Requirement = The required answer is each line in the entries below where "left" occurs.

====== Entries supplied ======

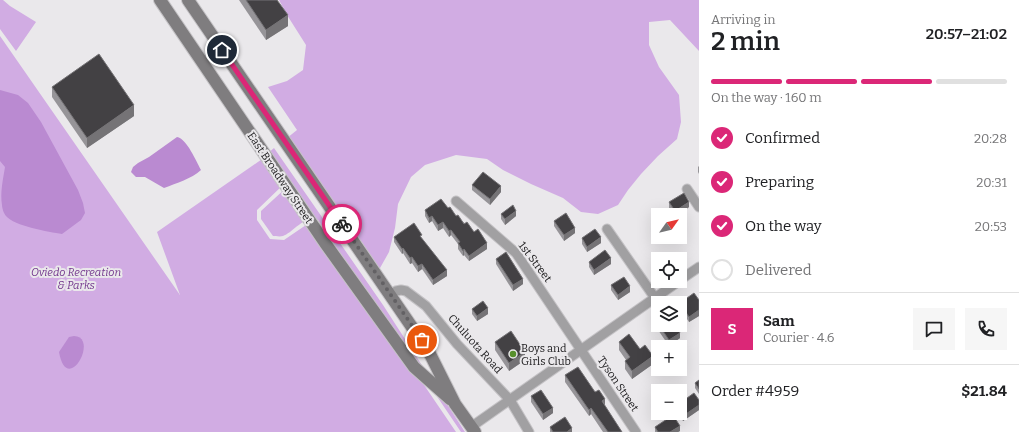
<!DOCTYPE html>
<meta charset="utf-8">
<style>
body{margin:0;font-family:Bitter,serif;background:#f6f6f6;color:#202124;height:100vh;display:flex;flex-direction:column;font-size:15px;white-space:nowrap}
*{box-sizing:border-box;margin:0}
p{font-size:13px;color:#757577}
.icon{flex:none;width:22px;height:22px;fill:none;stroke:currentColor;stroke-width:2;stroke-linecap:round;stroke-linejoin:round}
.map{position:relative;flex:1;overflow:hidden}
.panel{display:flex;flex-direction:column;background:#fff;width:320px}
.panel>*{flex:none}
.needle{width:26px;rotate:56deg}
.controls{position:absolute;left:651px;top:208px;display:grid;gap:8px}
.controls a{display:grid;place-items:center;width:36px;height:36px;border-radius:0px;background:#fff;box-shadow:0 4px 16px #0002;font-size:20px}
.pin{position:absolute;display:grid;place-items:center;width:34px;height:34px;color:#fff;margin:-17px;border:2px solid #fff;border-radius:50%;box-shadow:0 1px 4px #0007}
.courier{position:absolute;display:grid;place-items:center;width:40px;height:40px;margin:-20px;border:3px solid #db2777;border-radius:50%;background:#fff;color:#222;box-shadow:0 1px 5px #0007}
.summary em{font-style:normal;font-weight:600}
.summary div{display:flex;flex-direction:column-reverse}
.summary{display:flex;align-items:center;justify-content:space-between;height:68px;padding:0 12px}
h1{font-size:26px;font-weight:600;line-height:30px}
.bar{display:grid;grid-template-columns:repeat(4,1fr);gap:6px 4px;align-content:center;height:48px;padding:0 12px}
.bar i{height:5px;border-radius:3px;background:#e0e0e0}
.bar .selected{background:#db2777}
.bar p{grid-column:span 4}
.line{display:flex;align-items:center;gap:10px;padding:0 12px;border-top:1px solid #e0e0e0}
.line div{flex:1}
.round{display:grid;place-items:center;flex:none;width:42px;height:42px;border-radius:0px;background:#f6f6f6}
ol{padding:0 12px;list-style:none}
li{display:flex;align-items:center;gap:12px;height:44px}
li p{margin-inline-start:auto}
li .icon{padding:4px;border-radius:50%;background:#db2777;color:#fff;stroke-width:4}
li:last-child{color:#757577}
li i{width:22px;height:22px;border:2px solid #e0e0e0;border-radius:50%}
main{display:flex;flex:1;min-height:0}
.map>svg:first-child{display:block}
.green{fill:#d1ace3}
.water{fill:#ba8ad1}
.lines{fill:none;stroke-linecap:round;stroke-linejoin:round}
.minor-casing{stroke:#c5c3c6;stroke-width:11}
.secondary-casing{stroke:#c5c3c6;stroke-width:14}
.minor{stroke:#a1a0a2;stroke-width:9}
.secondary{stroke:#7f7d7f;stroke-width:12}
.wall{fill:#969498}
.shaded-wall{fill:#757376}
.building{fill:#434144;stroke:#757376}
.done{stroke:#636164;stroke-width:4;stroke-dasharray:0 7.2}
.route{stroke:#db2777;stroke-width:5}
.poi-dot{fill:#578f2c;stroke:#eae8eb;stroke-width:1.5}
.labels{text-anchor:middle;dominant-baseline:central;stroke-width:4;stroke-linejoin:round;paint-order:stroke}
.street-label{font-size:11px;fill:#1a191b;stroke:#eae8eb}
.park-label{font-size:11px;font-style:italic;fill:#73388d;stroke:#eae8eb}
.poi-label{font-size:11px;fill:#1a191b;stroke:#eae8eb;text-anchor:start}
</style>
<main>
<div class="map">
<svg width="699" height="432" viewBox="0 0 699 432">
<rect width="100%" height="100%" fill="#eae8eb"/>
<g class="green">
<polygon points="0,0 3,0 10,6 36,22 16,51 0,29"/>
<polygon points="279,0 699,0 699,51 670,20 649,22 649,45 659,67 679,95 681,122 677,139 658,156 641,174 628,190 618,205 598,214 581,212 563,198 531,184 503,170 487,159 456,155 425,165 411,177 398,204 395,228 389,252 375,277 282,142 297,130 268,87 287,81 303,70 306,45 287,15"/>
<polygon points="0,36 180,295 157,232 265,157 284,184 257,210 257,220 270,239 284,240 306,225 314,223 456,432 0,432"/>
<path d="M274,148L383,305L465,432H461L318,220C305,214 293,233 283,236C280,237 275,236 273,236L261,219V211L287,187L288,184L285,172L267,154Z"/>
</g>
<g class="water">
<path d="M0,90L18,95L28,103L41,122L78,190L83,203L85,213L81,220L62,234C49,232 14,226 6,216C4,214 2,208 2,205C0,192 3,180 5,167L0,161Z"/>
<path d="M177,137C187,139 196,161 201,170C191,179 177,183 164,188L145,177H136L131,172L133,167L138,163L149,157Z"/>
<path d="M74,336C100,337 67,397 59,352L69,337Z"/>
</g>
<g class="lines">
<g class="minor-casing">
<g id="minor">
<polyline points="687,189 699,207"/>
<polyline points="456,201 516,253 636,432"/>
<polyline points="607,229 655,298"/>
<polyline points="680,280 699,267"/>
<polyline points="390,295 396,291 401,290 406,291 426,306 457,344 510,400 529,432"/>
<polyline points="471,427 679,281"/>
</g>
</g>
<g class="secondary-casing">
<g id="secondary">
<polyline points="160,0 325,243 414,367 450,399"/>
<polyline points="188,0 429,352 455,404 475,432"/>
</g>
</g>
<use href="#minor" class="minor"/>
<use href="#secondary" class="secondary"/>
</g>
<g class="wall">
<polygon points="239,0 277,0 288,26 266,40"/>
<polygon points="52,87 134,116 87,148 52,97"/>
<polygon points="699,166 699,174 698,172 698,167"/>
<polygon points="472,185 501,192 490,205 472,190"/>
<polygon points="669,202 689,207 678,215 674,215 669,208"/>
<polygon points="448,208 474,232 487,249 469,261 464,255 463,256 458,249 458,244 451,235 449,237 443,228 438,231 432,221 429,223 425,216 425,210"/>
<polygon points="501,214 516,216 505,225 501,219"/>
<polygon points="554,221 575,233 564,241 554,226"/>
<polygon points="394,237 422,239 447,276 433,285 422,269 418,272 412,263 410,264 403,253 402,254 394,242"/>
<polygon points="582,238 601,243 587,252 582,244"/>
<polygon points="496,259 523,284 513,291 496,264"/>
<polygon points="589,262 611,264 594,275 589,267"/>
<polygon points="611,285 630,292 618,300 611,290"/>
<polygon points="699,300 699,316 689,322 680,309 680,303"/>
<polygon points="472,309 488,314 477,321 472,314"/>
<polygon points="658,320 658,325 675,325 680,338 669,346 656,327 656,321"/>
<polygon points="495,342 525,360 509,371 495,350"/>
<polygon points="619,342 640,349 653,364 632,379 625,369 625,361 626,360 619,350"/>
<polygon points="565,375 595,392 622,432 603,432 591,414 589,416 565,382"/>
<polygon points="699,380 699,394 695,388 695,383"/>
<polygon points="531,396 553,413 543,420 531,402"/>
<polygon points="699,400 699,410 683,421 677,413 680,413 680,403"/>
<polygon points="550,427 572,432 550,432"/>
<polygon points="655,427 680,431 678,432 655,432"/>
</g>
<g class="shaded-wall">
<polygon points="288,15 288,26 266,40 266,30"/>
<polygon points="134,105 134,116 87,148 87,138"/>
<polygon points="501,186 501,192 490,205 490,199"/>
<polygon points="689,202 689,207 678,215 675,215 675,211"/>
<polygon points="516,211 516,216 505,225 505,219"/>
<polygon points="432,216 432,221 429,223 429,218"/>
<polygon points="443,222 443,228 438,231 438,225"/>
<polygon points="575,228 575,233 564,241 564,235"/>
<polygon points="451,230 451,235 449,237 449,231"/>
<polygon points="601,237 601,243 587,252 587,247"/>
<polygon points="487,243 487,249 469,261 469,256"/>
<polygon points="403,248 403,253 402,254 402,249"/>
<polygon points="464,249 464,255 463,256 463,251"/>
<polygon points="412,257 412,263 410,264 410,258"/>
<polygon points="611,258 611,264 594,275 594,270"/>
<polygon points="422,264 422,269 418,272 418,266"/>
<polygon points="447,270 447,276 433,285 433,280"/>
<polygon points="523,279 523,284 513,291 513,285"/>
<polygon points="630,286 630,292 618,300 618,295"/>
<polygon points="488,308 488,314 477,321 477,316"/>
<polygon points="699,310 699,316 689,322 689,317"/>
<polygon points="680,333 680,338 669,346 669,340"/>
<polygon points="525,352 525,360 509,371 509,363"/>
<polygon points="653,356 653,364 632,379 632,371"/>
<polygon points="605,399 605,405 602,401"/>
<polygon points="699,405 699,410 683,421 683,416"/>
<polygon points="553,408 553,413 543,420 543,414"/>
<polygon points="591,408 591,414 589,416 589,410"/>
<polygon points="680,426 680,431 678,432 670,432"/>
<polygon points="572,428 572,432 567,432"/>
</g>
<g class="building">
<polygon points="246,0 277,0 288,15 266,30"/>
<polygon points="99,54 134,105 87,138 52,87"/>
<polygon points="483,172 501,186 490,199 472,185"/>
<polygon points="684,193 689,202 675,211 669,202"/>
<polygon points="441,199 448,208 450,207 456,216 458,215 464,224 467,222 474,232 478,229 487,243 469,256 464,249 463,251 458,243 460,242 451,230 449,231 443,222 438,225 432,216 429,218 425,210"/>
<polygon points="513,205 516,211 505,219 501,214"/>
<polygon points="566,213 575,228 564,235 554,221"/>
<polygon points="414,223 422,235 420,236 447,270 433,280 422,264 418,266 412,257 410,258 403,248 402,249 394,237"/>
<polygon points="595,229 601,237 587,247 582,238"/>
<polygon points="605,250 611,258 594,270 589,262"/>
<polygon points="506,252 523,279 513,285 496,259"/>
<polygon points="624,277 630,286 618,295 611,285"/>
<polygon points="694,293 699,300 699,310 689,317 680,303"/>
<polygon points="483,301 488,308 477,316 472,309"/>
<polygon points="659,325 675,325 680,333 669,340"/>
<polygon points="511,331 525,352 509,363 495,342"/>
<polygon points="629,334 640,349 645,345 653,356 632,371 625,361 630,357 619,342"/>
<polygon points="578,367 595,392 599,390 605,399 602,401 622,432 608,432 591,408 589,410 565,375"/>
<polygon points="699,380 699,389 695,383"/>
<polygon points="541,390 553,408 543,414 531,396"/>
<polygon points="694,393 699,400 699,405 683,416 680,412 680,403"/>
<polygon points="673,415 680,426 670,432 658,432 655,427"/>
<polygon points="565,417 572,428 567,432 553,432 550,427"/>
</g>
<g class="lines">
<polyline class="done" points="342,224 422,340"/>
<polyline class="route" points="222,50 342,224"/>
</g>
<circle class="poi-dot" cx="513" cy="354" r="4"/>
<g class="labels">
<g class="street-label">
<text transform="translate(280 178) rotate(56)">East Broadway Street</text>
<text transform="translate(535 262) rotate(53)">1st Street</text>
<text transform="translate(475 344) rotate(48)">Chuluota Road</text>
<text transform="translate(618 384) rotate(56)">Tyson Street</text>
</g>
<g class="park-label">
<text x="76" y="272">Oviedo Recreation<tspan x="76" dy="13">&amp; Parks</tspan></text>
</g>
<g class="poi-label">
<text x="521" y="348">Boys and<tspan x="521" dy="13">Girls Club</tspan></text>
</g>
</g>
</svg>
<div class="controls">
<a><svg class="needle" viewBox="-14 -14 28 28"><path d="M0-13l5 13h-10z" fill="#e53935"/><path d="M0 13l5-13h-10z" fill="#757577"/></svg></a>
<a><svg class="icon" aria-label="locate" viewBox="0 0 24 24"><circle cx="12" cy="12" r="6"/><path d="M12 2v4M12 18v4M2 12h4M18 12h4"/></svg></a>
<a><svg class="icon" aria-label="layers" viewBox="0 0 24 24"><path d="M12 4l9 5-9 5-9-5zM3 14l9 5 9-5"/></svg></a>
<a>+</a>
<a>−</a>
</div>
<div class="pin" style="left:422px;top:340px;background:#ea580c"><svg class="icon" aria-label="bag" viewBox="0 0 24 24"><path d="M5 8h14l-1 12H6zM9 8a3 3 0 0 1 6 0"/></svg></div>
<div class="pin" style="left:222px;top:50px;background:#1f2937"><svg class="icon" aria-label="home" viewBox="0 0 24 24"><path d="M3 11l9-7 9 7M6 9v11h12V9"/></svg></div>
<div class="courier" style="left:342px;top:224px"><svg class="icon" aria-label="bike" viewBox="0 0 24 24"><circle cx="6" cy="16" r="4"/><circle cx="18" cy="16" r="4"/><path d="M6 16l4-8h5l3 8M10 8l3 8H6M13 5h3"/></svg></div>
</div>
<section class="panel">
<div class="summary"><div><h1>2 min</h1><p>Arriving in</p></div><em>20:57–21:02</em></div>
<div class="bar"><i class="selected"></i><i class="selected"></i><i class="selected"></i><i></i><p>On the way · 160 m</p></div>
<ol>
<li><svg class="icon" aria-label="check" viewBox="0 0 24 24"><path d="M5 12l5 5 9-10"/></svg>Confirmed<p>20:28</p></li>
<li><svg class="icon" aria-label="check" viewBox="0 0 24 24"><path d="M5 12l5 5 9-10"/></svg>Preparing<p>20:31</p></li>
<li><svg class="icon" aria-label="check" viewBox="0 0 24 24"><path d="M5 12l5 5 9-10"/></svg>On the way<p>20:53</p></li>
<li><i></i>Delivered</li>
</ol>
<div class="line" style="height:72px"><b class="round" style="background:#db2777;color:#fff">S</b><div><b>Sam</b><p>Courier · 4.6</p></div><a class="round"><svg class="icon" aria-label="chat" viewBox="0 0 24 24"><path d="M4 5h16v11H9l-5 4z"/></svg></a><a class="round"><svg class="icon" aria-label="phone" viewBox="0 0 24 24"><path d="M5 4h4l2 5-3 2q2 4 5 5l2-3 5 2v4C11 20 4 13 5 4z"/></svg></a></div>
<div class="line" style="height:52px"><div>Order #4959</div><b>$21.84</b></div>
</section>
</main>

======

Solved exercise =
.controls{position:absolute;left:651px;top:208px;display:grid;gap:8px}
<div class="pin" style="left:422px;top:340px;background:#ea580c"><svg class="icon" aria-label="bag" viewBox="0 0 24 24"><path d="M5 8h14l-1 12H6zM9 8a3 3 0 0 1 6 0"/></svg></div>
<div class="pin" style="left:222px;top:50px;background:#1f2937"><svg class="icon" aria-label="home" viewBox="0 0 24 24"><path d="M3 11l9-7 9 7M6 9v11h12V9"/></svg></div>
<div class="courier" style="left:342px;top:224px"><svg class="icon" aria-label="bike" viewBox="0 0 24 24"><circle cx="6" cy="16" r="4"/><circle cx="18" cy="16" r="4"/><path d="M6 16l4-8h5l3 8M10 8l3 8H6M13 5h3"/></svg></div>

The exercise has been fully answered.